#### Exercise brief
Sift through the material below and return the lines with "body".

#### Source records
--- START ---

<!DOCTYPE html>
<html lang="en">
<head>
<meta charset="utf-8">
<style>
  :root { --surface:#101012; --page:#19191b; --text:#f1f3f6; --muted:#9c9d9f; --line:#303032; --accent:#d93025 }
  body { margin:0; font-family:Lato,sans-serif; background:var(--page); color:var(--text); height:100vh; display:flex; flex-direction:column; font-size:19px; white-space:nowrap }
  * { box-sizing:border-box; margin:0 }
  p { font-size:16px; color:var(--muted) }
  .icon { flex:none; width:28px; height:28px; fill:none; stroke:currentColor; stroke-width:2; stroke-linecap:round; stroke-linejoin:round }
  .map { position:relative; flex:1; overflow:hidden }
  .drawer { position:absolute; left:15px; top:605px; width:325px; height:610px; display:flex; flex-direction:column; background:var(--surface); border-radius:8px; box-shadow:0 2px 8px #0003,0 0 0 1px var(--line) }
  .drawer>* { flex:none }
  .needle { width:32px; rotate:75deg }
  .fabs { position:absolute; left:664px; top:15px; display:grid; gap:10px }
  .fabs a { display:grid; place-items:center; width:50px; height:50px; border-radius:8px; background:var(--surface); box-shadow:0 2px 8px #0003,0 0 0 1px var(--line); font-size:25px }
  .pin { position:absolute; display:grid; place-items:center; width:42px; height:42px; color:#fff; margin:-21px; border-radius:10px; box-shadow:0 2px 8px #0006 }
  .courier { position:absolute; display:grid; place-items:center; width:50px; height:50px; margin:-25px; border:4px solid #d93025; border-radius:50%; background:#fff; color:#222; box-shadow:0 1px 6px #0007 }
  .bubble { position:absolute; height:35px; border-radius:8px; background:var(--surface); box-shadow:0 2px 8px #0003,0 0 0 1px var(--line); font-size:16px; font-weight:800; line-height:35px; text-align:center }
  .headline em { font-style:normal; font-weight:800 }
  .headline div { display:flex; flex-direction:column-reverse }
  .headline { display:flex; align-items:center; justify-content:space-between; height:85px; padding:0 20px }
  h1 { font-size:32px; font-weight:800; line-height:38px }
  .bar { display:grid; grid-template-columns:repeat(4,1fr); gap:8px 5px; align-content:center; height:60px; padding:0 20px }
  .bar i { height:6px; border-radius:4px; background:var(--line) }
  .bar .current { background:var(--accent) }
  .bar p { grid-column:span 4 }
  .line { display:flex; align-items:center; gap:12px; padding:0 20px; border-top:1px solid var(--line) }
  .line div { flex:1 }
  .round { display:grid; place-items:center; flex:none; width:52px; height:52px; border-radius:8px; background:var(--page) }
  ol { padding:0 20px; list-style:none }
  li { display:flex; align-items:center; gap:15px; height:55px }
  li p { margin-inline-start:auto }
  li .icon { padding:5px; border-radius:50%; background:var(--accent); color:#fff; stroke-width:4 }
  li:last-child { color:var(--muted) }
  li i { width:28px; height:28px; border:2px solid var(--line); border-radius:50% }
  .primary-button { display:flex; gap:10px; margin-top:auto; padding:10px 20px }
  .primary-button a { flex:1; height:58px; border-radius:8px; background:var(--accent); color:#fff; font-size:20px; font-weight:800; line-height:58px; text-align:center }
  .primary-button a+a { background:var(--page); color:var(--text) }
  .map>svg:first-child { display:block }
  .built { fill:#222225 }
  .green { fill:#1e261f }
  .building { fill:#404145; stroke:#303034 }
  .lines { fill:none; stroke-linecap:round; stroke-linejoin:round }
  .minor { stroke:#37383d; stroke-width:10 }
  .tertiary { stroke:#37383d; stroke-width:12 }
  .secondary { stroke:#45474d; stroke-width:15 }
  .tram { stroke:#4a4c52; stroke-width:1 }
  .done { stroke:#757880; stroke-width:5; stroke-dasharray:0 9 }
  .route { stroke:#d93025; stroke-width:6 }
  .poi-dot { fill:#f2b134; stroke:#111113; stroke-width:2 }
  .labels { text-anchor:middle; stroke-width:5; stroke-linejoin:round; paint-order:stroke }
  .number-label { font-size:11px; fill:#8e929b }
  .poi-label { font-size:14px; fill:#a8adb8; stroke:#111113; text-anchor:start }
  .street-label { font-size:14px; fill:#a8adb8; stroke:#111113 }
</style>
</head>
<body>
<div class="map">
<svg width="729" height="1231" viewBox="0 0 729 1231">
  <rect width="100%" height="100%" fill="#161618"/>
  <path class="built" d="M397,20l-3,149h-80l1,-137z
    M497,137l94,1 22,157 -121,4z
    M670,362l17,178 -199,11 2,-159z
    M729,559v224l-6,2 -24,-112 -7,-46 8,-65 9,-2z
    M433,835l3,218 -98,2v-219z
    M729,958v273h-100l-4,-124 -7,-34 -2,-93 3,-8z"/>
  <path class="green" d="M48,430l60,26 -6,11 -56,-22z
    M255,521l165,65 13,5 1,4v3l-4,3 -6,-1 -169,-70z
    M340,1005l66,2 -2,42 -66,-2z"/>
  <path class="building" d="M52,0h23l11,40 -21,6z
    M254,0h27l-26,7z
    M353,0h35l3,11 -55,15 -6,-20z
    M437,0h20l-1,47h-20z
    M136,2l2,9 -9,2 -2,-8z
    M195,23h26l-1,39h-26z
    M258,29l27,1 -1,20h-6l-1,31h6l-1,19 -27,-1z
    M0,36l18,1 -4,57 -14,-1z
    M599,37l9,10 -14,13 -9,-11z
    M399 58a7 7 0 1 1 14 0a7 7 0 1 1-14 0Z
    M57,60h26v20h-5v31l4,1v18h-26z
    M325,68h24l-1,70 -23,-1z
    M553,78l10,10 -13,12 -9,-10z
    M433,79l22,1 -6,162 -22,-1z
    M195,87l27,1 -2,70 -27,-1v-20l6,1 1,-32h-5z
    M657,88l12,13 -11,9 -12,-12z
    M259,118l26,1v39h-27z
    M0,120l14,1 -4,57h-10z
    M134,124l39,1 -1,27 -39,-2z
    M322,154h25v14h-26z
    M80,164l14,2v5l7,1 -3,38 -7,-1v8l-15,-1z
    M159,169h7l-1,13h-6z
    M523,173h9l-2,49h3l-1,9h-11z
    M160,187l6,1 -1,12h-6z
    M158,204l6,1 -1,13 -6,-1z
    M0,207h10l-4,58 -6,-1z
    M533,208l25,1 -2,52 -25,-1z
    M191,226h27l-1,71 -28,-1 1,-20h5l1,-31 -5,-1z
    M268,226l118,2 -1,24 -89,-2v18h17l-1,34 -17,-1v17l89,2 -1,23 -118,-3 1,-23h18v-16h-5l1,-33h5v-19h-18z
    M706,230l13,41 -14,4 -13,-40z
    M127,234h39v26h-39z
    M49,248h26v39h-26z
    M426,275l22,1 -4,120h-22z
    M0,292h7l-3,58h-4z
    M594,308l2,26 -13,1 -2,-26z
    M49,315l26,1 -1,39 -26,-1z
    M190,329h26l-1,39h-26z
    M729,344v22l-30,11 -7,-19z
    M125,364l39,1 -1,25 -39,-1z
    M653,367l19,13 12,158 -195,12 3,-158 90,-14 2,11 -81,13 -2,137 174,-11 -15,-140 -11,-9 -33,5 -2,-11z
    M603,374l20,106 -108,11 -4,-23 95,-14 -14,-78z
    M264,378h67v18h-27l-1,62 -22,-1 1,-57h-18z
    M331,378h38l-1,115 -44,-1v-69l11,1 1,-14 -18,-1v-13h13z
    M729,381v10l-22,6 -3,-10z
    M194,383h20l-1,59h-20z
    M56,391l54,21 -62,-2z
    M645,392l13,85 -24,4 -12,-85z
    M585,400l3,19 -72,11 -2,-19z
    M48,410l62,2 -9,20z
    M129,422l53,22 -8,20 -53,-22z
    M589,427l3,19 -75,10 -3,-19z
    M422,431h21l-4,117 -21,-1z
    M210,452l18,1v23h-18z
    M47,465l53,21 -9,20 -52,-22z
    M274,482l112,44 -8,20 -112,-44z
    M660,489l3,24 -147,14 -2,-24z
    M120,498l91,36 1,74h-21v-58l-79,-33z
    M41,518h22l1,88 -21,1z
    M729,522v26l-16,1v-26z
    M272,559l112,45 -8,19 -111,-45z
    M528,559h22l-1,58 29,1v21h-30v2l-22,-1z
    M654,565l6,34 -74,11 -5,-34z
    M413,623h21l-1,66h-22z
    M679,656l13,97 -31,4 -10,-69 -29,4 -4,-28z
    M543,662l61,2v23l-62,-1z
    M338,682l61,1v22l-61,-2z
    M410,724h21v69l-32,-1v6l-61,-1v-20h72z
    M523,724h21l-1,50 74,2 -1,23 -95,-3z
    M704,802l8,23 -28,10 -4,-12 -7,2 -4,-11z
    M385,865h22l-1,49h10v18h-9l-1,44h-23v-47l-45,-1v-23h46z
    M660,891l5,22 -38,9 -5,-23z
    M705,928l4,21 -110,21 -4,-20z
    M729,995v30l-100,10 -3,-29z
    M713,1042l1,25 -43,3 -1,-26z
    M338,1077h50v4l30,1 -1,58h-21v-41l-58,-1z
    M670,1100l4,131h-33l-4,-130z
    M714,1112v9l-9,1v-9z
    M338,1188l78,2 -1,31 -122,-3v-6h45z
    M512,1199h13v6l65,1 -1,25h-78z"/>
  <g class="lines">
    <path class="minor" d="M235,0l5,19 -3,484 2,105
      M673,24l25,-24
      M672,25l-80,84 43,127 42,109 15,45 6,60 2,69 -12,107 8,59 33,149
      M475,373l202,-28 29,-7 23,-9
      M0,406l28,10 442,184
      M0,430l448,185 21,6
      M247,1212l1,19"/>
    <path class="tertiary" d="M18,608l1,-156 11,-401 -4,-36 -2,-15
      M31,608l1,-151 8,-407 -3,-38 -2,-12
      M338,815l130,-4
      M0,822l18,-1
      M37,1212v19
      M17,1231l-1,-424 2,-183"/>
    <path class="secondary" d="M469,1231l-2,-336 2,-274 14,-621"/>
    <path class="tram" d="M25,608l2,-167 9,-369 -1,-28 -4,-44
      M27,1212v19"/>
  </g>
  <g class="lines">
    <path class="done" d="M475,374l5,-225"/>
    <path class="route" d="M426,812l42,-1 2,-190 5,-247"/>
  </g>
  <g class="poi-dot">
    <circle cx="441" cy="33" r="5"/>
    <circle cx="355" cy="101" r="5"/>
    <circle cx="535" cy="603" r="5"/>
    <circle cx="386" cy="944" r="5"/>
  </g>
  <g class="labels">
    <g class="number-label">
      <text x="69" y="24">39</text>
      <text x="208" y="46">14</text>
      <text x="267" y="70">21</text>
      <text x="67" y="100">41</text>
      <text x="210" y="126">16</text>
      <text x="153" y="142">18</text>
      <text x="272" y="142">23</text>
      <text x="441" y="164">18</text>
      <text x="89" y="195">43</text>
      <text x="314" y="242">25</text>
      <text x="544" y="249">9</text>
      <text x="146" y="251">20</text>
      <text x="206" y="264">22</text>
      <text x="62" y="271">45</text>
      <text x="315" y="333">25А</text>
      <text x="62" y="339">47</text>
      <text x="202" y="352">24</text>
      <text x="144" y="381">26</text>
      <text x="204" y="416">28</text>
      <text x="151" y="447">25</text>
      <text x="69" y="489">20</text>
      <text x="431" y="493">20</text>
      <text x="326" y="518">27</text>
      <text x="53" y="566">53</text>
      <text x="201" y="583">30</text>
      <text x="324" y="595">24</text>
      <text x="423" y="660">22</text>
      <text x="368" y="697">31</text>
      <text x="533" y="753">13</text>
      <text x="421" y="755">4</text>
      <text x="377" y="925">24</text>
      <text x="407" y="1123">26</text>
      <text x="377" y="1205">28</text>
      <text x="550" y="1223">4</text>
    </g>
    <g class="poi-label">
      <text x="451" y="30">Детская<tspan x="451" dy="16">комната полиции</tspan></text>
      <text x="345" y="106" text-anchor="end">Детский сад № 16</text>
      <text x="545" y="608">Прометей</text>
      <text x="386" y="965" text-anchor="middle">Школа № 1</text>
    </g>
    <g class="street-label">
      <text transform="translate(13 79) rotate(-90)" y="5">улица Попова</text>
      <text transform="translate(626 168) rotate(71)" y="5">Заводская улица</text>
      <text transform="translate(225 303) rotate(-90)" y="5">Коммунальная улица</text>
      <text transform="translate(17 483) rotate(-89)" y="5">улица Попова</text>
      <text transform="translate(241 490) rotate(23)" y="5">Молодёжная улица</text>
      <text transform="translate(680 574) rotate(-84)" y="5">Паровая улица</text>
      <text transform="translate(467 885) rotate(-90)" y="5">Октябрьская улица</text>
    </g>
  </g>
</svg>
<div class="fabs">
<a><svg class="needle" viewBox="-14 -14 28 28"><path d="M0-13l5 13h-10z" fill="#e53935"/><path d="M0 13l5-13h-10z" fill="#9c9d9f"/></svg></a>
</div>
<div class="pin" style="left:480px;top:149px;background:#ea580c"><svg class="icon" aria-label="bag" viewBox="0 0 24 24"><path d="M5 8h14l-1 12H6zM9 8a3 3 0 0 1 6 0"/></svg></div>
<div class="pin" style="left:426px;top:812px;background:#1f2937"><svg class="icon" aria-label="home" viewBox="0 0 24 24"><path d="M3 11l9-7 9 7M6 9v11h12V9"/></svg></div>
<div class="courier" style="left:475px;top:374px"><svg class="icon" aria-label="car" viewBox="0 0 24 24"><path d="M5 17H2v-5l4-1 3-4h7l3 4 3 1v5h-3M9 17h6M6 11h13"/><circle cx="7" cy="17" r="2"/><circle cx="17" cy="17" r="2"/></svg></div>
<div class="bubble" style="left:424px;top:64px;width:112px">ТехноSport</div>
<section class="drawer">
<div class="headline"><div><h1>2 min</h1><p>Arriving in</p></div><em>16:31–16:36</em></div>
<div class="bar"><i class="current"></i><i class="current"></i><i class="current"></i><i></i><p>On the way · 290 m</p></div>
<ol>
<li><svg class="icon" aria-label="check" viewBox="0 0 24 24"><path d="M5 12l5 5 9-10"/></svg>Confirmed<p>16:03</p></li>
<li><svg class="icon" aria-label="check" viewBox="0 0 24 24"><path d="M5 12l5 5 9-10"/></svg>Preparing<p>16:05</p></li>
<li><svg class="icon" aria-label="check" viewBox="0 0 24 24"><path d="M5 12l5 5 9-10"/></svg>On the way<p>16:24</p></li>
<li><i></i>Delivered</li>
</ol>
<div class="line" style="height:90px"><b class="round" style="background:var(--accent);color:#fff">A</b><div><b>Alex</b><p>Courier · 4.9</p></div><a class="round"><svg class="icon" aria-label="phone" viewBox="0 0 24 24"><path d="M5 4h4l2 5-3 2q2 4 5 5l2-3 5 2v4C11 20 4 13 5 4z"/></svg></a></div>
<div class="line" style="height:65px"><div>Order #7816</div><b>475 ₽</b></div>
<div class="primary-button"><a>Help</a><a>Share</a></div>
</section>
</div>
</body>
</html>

--- END ---

#### Output for this exercise
  body { margin:0; font-family:Lato,sans-serif; background:var(--page); color:var(--text); height:100vh; display:flex; flex-direction:column; font-size:19px; white-space:nowrap }
<body>
</body>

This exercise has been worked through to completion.